Delphine Lehericey |(2023) France 1h23 Avec: François Berléand, Kacey Mottet Klein, Maria Ribot
Germain, retraité de 75 ans, veuf de Lise, qui préparait un spectacle de danse en collaboration avec la célèbre chorégraphe La Ribot décide d’achever le projet qu’elle avait entamé, et intègre la troupe de danse.
Une lumineuse comédie douce-amère

François Berléand est l’interprète idéal pour ce rôle. Son côté gentil bougon sied parfaitement à ce personnage qui flotte sans cesse entre désenchantement et tendresse. Ce corps qu’il promène avec nonchalance ne semble pas tout à fait taillé pour la danse. Ce sont pourtant les scènes de danse menées de main de maître par la généreuse et charismatique chorégraphe la Ribot qui font tout le sel de cette comédie finalement bien plus romantique que le postulat de base ne le laissait supposer. Si le but du cinéma est d’être essentiellement une boîte à rêves, alors Last Dance ! a pleinement rempli sa mission. Avoir à lire
il faut souligner le lien profond que le film tisse entre le cinéma et danse, exploré à travers la dimension thérapeutique de cette dernière (la capacité, pour beaucoup inattendues, qu’a le corps à guérir les blessures de l’âme). La Ribot s’avère de ce point de vue être le véritable point fort du film, grâce à son interprétation crédible et légère et à la mise en scène de moments chorégraphiques qui libèrent l’imagination. Cine europa
La réalisatrice
Diplômée des Arts du Spectacle à l’Université Paris X, issue du théâtre, Delphine Lehericey travaille d’abord comme comédienne et metteure en scène. En 2013, elle sort son premier long-métrage, PuppyLove, avec Solène Rigot et Vincent Perez, Son deuxième long-métrage, Le Milieu de l’horizon, qu’elle réalise en 2019, est porté par Laetitia Casta, Clémence Poesy, adapté du roman suisse homonyme de Roland Buti,
Elle développe ensuite, sa première série, Les Indociles, adaptée de la bande dessinée homonyme de Pitch Comment et
Camille Rebetez.
L’interview
Vous avez l’habitude de travailler avec des adolescents. Qu’est-ce qui vous a donné envie de parler de Germain, un retraité septuagénaire ?

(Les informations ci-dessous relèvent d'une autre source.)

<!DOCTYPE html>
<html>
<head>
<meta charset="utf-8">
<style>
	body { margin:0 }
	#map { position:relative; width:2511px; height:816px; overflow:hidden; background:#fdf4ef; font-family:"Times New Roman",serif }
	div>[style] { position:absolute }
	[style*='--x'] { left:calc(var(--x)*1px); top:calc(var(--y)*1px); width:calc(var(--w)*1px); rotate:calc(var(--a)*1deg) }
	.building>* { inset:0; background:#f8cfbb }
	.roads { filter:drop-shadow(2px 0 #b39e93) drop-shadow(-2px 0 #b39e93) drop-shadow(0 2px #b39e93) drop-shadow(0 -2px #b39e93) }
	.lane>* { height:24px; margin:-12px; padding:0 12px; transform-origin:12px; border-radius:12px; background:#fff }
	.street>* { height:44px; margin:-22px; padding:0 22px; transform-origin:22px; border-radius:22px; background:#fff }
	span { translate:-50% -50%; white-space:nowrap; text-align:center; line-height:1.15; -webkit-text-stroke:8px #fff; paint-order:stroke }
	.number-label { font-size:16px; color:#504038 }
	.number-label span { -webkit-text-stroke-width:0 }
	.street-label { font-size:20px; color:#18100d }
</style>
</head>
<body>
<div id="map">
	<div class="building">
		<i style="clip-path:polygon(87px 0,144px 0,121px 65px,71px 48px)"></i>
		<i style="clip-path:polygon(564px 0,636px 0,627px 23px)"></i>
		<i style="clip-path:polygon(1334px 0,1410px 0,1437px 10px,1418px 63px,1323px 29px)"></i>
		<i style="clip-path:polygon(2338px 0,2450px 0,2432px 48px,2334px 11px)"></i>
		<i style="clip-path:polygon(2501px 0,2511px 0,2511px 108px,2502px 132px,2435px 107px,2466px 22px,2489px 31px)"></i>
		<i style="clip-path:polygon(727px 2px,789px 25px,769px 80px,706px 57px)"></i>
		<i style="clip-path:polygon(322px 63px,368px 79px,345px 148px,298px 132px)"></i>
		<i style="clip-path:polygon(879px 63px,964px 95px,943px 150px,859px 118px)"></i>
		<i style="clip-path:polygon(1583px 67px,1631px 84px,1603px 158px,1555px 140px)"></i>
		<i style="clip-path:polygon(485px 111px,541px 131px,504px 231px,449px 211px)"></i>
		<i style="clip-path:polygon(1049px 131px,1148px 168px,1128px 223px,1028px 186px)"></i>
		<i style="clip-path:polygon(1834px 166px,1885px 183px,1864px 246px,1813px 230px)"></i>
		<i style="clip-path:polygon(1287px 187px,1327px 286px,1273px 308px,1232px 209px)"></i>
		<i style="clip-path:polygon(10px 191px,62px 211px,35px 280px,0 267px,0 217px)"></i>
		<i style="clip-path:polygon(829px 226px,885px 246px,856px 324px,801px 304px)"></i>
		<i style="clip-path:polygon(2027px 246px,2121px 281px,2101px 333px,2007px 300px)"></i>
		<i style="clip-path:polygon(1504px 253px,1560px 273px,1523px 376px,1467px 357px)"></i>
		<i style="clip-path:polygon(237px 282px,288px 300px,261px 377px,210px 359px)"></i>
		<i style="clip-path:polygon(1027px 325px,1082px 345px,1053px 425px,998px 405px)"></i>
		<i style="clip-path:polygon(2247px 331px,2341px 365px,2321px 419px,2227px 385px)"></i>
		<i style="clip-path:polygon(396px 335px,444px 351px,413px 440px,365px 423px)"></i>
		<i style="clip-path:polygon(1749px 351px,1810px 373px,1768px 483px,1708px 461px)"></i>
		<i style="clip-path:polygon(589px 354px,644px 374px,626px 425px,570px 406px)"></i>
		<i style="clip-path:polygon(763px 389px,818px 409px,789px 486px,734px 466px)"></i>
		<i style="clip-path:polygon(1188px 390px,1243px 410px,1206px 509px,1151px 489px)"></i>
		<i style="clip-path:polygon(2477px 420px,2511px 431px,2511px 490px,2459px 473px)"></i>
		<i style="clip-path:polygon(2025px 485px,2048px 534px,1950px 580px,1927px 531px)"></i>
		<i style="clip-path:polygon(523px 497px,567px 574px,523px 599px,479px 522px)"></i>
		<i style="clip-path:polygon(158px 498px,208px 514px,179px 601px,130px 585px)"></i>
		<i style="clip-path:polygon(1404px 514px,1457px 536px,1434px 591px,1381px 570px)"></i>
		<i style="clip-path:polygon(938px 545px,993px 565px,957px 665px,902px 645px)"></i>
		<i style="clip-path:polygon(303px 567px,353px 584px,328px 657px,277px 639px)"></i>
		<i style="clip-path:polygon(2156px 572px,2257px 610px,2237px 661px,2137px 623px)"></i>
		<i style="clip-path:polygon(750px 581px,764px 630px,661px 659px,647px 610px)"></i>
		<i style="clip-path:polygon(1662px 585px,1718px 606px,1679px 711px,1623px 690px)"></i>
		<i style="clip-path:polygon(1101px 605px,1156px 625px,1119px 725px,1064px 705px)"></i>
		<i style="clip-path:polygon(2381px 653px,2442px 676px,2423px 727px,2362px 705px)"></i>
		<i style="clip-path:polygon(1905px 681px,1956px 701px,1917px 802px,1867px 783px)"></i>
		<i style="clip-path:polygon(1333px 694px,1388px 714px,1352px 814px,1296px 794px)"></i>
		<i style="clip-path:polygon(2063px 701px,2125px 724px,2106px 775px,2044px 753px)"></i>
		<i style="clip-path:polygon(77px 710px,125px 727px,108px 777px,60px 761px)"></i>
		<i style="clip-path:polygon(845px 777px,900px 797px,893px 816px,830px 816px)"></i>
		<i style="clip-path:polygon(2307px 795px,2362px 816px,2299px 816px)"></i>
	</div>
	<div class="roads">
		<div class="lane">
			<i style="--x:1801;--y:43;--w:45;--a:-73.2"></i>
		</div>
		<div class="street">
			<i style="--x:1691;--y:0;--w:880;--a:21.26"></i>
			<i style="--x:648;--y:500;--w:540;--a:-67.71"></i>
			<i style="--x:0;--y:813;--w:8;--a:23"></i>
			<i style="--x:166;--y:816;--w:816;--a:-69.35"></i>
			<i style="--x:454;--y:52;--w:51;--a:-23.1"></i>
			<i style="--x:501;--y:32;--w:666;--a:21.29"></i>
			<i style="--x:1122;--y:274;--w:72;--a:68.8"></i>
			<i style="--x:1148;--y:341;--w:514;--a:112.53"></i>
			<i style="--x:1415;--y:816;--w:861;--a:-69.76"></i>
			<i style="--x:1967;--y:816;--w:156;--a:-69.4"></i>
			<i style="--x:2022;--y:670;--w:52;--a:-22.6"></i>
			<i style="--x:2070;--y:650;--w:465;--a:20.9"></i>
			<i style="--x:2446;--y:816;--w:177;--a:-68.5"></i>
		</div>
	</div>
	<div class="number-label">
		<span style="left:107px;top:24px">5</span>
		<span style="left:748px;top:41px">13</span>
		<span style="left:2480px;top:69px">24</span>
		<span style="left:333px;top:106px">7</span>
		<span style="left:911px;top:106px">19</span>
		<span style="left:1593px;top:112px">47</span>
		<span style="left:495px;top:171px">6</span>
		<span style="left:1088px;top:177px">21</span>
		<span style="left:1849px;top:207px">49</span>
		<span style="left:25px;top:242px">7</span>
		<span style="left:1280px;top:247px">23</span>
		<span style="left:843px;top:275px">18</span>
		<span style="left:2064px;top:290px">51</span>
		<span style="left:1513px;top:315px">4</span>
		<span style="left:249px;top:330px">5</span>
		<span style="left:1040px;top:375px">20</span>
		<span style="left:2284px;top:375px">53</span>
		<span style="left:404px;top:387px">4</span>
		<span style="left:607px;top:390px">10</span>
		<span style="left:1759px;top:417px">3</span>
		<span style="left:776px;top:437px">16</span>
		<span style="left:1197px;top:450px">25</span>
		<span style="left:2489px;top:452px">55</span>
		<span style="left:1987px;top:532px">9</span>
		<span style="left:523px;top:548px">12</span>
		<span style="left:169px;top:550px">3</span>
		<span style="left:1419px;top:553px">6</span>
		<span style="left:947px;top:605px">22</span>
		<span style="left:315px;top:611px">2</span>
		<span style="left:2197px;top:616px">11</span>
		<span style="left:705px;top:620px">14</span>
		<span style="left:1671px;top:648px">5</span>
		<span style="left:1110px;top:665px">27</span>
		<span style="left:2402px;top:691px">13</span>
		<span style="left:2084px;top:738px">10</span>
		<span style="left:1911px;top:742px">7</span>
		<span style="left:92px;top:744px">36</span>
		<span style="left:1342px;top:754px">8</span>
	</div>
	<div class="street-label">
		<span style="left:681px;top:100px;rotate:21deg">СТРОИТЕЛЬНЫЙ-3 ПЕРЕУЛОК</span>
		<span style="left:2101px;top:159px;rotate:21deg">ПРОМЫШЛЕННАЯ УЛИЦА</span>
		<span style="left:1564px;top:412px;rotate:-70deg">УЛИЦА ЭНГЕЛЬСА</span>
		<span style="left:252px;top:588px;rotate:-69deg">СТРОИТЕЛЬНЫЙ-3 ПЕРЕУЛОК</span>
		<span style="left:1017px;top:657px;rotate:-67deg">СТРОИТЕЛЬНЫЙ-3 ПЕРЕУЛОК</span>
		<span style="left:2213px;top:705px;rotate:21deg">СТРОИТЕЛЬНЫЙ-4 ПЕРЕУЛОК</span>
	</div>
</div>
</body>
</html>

Tout comme au cours de l’adolescence, la vieillesse est un âge de la vie où l’on fait face à une transformation irréversible. Si l’adolescence nous fait quitter l’enfance, quand on est vieux, on est vieux et notre corps et notre esprit commencent potentiellement à déconner. Nous sommes obligés d’accepter cet état, de la même manière que nous devons accepter notre
corps qui se transforme à l’adolescence, sans parvenir à maîtriser quoi que ce soit.
Cette implacabilité du corps qui se transforme peut être parfaitement angoissante. Pour ma part, vieillir m’effraie. Comment puis-je alors aborder cette thématique ? Comment construire des personnages crédibles, avec leurs défauts et leur caractère, qu’on puisse aimer et qui nous rassurent malgré tout ? Pour imaginer cette panoplie de personnages, j’ai beaucoup pensé à mes parents que je vois vieillir inévitablement. Je me suis demandé si j’allais devenir aussi « chiante » que Mathieu, le fils de Germain qui traite son père comme un enfant. Finalement, je me rends compte que j’ai écrit Last Dance ! pour mon grand-père ; un homme de 97 ans qui a encore tant de désirs et de vitalité. Lui le premier a été une source d’inspiration des plus stimulantes.

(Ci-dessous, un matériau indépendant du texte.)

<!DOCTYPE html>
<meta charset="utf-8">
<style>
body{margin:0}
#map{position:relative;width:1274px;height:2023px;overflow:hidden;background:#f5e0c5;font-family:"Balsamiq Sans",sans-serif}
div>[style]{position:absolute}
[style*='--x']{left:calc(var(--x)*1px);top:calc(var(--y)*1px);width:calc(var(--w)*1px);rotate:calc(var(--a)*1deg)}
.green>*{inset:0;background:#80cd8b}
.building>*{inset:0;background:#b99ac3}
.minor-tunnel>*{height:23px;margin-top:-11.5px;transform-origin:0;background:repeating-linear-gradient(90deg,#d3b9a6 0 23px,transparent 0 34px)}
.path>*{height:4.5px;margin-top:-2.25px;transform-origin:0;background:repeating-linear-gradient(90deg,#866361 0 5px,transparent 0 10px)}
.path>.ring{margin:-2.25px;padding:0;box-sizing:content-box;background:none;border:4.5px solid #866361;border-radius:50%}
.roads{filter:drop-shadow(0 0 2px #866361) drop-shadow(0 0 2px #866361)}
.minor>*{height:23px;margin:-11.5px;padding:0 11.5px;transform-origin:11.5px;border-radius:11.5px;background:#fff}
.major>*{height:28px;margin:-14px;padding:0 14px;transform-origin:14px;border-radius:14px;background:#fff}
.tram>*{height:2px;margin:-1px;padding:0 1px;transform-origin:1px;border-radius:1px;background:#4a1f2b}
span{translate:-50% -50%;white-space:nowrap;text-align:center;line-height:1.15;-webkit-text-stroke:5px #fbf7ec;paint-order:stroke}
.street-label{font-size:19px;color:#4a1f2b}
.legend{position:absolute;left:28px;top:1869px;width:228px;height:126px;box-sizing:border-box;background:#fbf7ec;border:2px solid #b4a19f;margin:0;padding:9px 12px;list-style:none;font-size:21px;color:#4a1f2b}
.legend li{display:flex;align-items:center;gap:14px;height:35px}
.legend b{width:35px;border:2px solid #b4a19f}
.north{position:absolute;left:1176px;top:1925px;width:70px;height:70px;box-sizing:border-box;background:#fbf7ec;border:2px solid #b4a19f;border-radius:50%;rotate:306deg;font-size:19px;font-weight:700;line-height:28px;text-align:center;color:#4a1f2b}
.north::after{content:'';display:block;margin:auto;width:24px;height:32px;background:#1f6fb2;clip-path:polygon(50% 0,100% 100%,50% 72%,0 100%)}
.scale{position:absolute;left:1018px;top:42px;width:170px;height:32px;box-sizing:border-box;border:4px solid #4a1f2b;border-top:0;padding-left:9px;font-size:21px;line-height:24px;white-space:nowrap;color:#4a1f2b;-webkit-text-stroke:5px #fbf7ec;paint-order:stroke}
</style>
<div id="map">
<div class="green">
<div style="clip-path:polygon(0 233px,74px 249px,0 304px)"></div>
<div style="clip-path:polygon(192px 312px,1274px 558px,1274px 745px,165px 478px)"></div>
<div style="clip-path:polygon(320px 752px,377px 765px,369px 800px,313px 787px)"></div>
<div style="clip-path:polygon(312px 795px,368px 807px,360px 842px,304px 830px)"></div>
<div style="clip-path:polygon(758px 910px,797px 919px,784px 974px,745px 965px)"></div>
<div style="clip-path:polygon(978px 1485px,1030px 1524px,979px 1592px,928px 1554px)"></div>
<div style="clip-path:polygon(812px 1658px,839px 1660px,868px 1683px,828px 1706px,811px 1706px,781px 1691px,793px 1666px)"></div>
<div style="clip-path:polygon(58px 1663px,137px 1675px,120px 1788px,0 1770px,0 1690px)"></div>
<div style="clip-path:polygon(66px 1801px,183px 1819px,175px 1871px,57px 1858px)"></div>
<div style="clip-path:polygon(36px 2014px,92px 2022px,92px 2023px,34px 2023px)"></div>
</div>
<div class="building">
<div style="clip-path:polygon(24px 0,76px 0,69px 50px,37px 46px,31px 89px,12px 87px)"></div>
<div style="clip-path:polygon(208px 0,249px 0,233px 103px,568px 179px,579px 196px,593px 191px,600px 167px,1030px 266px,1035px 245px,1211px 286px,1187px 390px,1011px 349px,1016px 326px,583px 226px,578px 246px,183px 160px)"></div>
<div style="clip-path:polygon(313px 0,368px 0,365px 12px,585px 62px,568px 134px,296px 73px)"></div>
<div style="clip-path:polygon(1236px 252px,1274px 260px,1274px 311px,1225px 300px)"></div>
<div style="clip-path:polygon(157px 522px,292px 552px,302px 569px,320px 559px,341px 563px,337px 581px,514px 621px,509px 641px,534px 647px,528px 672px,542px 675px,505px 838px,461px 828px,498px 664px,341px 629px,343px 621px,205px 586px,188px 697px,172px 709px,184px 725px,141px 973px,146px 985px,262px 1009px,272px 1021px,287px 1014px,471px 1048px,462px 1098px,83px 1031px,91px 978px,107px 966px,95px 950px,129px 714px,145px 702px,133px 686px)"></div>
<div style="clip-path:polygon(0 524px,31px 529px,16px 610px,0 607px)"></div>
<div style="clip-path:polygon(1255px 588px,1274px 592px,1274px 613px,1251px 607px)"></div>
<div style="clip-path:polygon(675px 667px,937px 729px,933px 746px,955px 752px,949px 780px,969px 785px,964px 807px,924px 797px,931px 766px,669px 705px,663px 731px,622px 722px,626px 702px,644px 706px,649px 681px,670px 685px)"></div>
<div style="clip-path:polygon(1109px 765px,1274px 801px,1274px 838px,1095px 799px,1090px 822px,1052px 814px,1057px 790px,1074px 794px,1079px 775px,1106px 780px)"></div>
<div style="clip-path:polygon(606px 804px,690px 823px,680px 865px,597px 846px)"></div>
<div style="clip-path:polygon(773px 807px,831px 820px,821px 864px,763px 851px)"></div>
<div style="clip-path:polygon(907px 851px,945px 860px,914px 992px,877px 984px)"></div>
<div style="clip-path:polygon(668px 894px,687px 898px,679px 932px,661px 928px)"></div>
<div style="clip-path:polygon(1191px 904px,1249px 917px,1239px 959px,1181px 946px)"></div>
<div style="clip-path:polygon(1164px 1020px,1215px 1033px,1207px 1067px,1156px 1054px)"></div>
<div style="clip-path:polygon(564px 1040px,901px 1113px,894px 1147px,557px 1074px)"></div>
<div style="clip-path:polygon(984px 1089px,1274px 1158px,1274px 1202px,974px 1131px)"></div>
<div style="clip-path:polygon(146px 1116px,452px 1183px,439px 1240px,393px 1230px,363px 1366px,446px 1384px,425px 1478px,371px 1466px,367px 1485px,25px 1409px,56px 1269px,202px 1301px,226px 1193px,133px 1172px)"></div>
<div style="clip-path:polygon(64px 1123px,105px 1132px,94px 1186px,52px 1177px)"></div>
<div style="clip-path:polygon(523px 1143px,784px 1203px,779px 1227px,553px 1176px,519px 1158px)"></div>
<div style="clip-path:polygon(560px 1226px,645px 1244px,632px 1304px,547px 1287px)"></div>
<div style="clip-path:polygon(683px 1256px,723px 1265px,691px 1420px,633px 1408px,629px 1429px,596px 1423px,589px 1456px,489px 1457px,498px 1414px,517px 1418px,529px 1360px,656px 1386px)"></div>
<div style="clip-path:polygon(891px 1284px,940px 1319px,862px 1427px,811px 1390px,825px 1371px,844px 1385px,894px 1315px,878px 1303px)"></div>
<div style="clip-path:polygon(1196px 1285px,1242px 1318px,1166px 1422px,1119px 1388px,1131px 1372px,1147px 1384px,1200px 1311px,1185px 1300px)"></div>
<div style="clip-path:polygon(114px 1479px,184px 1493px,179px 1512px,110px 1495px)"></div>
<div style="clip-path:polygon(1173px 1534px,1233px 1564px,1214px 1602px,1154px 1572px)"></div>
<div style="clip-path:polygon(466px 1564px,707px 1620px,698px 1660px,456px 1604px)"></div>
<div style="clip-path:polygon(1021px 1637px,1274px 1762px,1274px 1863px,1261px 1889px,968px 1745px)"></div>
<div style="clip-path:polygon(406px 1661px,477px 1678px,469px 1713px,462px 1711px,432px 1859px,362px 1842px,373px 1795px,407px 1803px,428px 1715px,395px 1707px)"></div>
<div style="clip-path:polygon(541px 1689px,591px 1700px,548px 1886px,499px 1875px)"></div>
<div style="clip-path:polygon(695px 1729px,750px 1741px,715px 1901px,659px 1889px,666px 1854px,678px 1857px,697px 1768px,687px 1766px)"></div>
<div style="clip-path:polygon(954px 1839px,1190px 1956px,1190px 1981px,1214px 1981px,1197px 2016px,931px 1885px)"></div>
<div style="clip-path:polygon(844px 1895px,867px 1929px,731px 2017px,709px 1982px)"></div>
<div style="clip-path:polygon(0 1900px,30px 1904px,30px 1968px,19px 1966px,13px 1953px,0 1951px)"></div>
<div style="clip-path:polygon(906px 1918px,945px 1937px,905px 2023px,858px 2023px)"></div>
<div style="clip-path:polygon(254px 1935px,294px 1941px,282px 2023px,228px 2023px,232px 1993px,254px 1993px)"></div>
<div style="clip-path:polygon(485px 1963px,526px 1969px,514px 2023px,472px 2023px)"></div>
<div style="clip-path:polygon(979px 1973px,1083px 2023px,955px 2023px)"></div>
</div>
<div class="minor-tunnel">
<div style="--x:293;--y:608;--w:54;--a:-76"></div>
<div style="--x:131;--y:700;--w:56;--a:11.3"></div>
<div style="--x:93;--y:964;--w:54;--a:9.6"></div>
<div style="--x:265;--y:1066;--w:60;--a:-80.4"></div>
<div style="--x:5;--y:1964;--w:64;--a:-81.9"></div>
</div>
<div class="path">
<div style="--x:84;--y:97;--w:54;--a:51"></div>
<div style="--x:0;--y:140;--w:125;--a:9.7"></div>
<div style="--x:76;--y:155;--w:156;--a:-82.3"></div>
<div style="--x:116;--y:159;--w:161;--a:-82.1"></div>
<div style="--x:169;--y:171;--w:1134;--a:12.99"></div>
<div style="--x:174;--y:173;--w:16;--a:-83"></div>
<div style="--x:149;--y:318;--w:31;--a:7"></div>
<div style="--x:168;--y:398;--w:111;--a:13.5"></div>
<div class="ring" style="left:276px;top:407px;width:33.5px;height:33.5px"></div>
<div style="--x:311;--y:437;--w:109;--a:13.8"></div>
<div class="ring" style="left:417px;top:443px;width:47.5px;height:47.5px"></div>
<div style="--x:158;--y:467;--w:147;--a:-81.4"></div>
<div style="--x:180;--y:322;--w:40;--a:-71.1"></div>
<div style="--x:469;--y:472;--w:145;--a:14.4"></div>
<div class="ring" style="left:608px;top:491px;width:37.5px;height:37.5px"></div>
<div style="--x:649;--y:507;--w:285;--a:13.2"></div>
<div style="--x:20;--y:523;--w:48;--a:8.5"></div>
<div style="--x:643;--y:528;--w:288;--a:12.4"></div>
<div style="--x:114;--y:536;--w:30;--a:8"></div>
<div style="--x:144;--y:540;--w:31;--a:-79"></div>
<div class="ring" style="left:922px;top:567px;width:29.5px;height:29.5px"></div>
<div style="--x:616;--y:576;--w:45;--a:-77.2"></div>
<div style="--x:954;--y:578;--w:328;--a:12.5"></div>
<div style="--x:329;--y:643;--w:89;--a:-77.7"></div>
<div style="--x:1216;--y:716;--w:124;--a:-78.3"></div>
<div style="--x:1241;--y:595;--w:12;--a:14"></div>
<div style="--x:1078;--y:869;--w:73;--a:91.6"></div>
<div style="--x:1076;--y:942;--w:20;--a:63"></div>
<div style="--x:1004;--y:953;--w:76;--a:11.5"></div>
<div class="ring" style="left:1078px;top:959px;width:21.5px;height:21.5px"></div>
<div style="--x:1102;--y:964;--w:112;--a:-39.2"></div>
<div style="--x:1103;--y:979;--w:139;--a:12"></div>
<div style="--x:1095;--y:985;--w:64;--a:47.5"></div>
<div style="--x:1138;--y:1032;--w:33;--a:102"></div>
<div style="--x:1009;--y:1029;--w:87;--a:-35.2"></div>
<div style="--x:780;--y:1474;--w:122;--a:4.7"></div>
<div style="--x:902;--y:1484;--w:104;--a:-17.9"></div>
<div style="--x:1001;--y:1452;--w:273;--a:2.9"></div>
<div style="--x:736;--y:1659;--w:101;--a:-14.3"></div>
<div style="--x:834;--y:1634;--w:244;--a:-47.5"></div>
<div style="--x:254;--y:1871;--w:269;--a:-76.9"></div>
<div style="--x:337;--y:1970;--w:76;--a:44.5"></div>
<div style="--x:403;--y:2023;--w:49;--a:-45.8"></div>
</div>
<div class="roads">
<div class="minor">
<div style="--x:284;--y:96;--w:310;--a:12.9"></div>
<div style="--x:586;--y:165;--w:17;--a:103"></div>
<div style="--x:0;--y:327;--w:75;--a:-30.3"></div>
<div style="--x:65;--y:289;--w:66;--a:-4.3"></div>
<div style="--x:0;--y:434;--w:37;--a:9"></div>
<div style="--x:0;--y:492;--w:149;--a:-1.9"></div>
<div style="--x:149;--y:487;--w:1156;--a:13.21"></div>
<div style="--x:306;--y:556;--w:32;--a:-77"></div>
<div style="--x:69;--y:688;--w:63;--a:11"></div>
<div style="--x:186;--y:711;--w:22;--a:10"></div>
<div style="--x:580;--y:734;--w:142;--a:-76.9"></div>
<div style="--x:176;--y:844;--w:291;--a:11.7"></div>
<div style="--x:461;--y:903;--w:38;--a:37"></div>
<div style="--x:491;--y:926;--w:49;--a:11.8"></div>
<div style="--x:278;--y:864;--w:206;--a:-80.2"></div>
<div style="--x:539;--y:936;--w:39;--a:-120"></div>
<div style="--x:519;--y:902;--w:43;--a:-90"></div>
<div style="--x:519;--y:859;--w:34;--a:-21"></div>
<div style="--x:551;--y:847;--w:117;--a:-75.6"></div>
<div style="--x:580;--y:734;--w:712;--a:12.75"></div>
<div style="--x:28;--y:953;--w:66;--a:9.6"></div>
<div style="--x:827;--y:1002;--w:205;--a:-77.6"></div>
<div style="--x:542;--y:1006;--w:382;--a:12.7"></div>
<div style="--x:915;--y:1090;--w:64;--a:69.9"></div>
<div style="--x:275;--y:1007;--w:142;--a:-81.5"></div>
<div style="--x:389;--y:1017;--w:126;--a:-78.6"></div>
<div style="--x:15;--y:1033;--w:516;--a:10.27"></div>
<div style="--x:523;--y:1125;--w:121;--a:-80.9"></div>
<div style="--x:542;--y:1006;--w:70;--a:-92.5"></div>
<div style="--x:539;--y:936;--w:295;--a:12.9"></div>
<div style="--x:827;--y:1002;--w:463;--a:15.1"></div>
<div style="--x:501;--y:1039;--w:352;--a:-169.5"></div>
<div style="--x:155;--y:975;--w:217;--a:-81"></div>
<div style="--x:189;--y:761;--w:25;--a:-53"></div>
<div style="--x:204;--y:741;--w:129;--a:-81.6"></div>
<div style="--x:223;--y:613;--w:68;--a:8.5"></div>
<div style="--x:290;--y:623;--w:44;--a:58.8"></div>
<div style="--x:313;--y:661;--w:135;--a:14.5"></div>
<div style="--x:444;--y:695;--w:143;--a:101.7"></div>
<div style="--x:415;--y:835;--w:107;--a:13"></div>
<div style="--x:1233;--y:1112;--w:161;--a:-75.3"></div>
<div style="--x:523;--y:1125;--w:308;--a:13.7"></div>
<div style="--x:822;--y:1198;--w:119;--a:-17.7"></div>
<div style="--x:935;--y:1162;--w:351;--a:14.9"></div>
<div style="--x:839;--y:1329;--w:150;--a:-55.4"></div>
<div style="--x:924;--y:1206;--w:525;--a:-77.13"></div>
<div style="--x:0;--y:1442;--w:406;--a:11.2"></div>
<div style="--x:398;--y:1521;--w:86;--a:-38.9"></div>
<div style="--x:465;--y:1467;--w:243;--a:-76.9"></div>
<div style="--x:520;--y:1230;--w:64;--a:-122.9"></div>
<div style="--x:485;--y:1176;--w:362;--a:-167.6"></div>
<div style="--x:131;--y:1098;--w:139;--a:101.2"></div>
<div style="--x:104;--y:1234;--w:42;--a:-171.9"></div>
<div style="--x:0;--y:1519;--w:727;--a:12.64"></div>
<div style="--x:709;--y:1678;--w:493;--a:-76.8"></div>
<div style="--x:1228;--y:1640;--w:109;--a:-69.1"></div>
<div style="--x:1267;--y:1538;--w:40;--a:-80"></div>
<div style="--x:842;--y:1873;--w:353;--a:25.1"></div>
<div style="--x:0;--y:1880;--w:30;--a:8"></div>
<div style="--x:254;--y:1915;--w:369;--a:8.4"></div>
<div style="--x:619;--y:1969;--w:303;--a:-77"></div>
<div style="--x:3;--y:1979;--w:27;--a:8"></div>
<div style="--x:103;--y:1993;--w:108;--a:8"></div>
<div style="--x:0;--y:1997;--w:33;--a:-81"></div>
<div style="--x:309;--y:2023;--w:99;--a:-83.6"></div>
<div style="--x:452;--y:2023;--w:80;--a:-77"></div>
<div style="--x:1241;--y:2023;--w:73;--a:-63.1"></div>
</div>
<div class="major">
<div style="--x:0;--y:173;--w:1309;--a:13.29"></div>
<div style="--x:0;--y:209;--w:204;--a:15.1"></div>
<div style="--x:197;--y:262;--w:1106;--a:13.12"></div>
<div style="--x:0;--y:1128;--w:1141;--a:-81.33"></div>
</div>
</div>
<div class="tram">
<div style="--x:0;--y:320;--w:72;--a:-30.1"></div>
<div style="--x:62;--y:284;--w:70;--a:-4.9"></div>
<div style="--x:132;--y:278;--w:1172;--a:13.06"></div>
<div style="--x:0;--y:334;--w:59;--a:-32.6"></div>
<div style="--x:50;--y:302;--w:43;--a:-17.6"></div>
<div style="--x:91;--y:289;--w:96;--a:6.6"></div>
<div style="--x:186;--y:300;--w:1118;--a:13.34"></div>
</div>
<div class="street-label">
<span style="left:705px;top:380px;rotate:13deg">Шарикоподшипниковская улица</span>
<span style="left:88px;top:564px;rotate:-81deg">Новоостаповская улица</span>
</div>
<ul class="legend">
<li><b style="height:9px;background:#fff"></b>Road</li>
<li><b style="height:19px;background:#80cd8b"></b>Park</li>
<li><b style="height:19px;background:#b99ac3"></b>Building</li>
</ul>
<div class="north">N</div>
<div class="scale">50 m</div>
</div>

En y réfléchissant, Germain est peut-être l’adolescent le plus âgé que j’ai filmé ! François Berléand l’incarne à la perfection, dans toute sa corporalité, sa drôlerie, dans son égoïsme aussi. Il a vraiment fusionné avec le personnage. Et peut-être que lui aussi, comme tant d’autres comédiens, est resté un grand adolescent.
LA RIBOT
La Ribot est chorégraphe, danseuse et artiste, née à Madrid en 1962. Son œuvre, apparue au sortir de la transition démocratique dans l’Espagne des années 1980, a profondément modifié le champ de la danse contemporaine.
Elle défie les cadres et les formats de la scène comme du musée, empruntant librement aux vocabulaires du théâtre, des arts visuels, de la performance, du cinéma et de la vidéo pour opérer un déplacement conceptuel de la chorégraphie. Solo, explorations collaboratives, recherches avec des amateurs, installations et images en mouvements présentent dès lors les facettes d’une pratique protéiforme, qui ne cesse de mettre en jeu le droit du corps.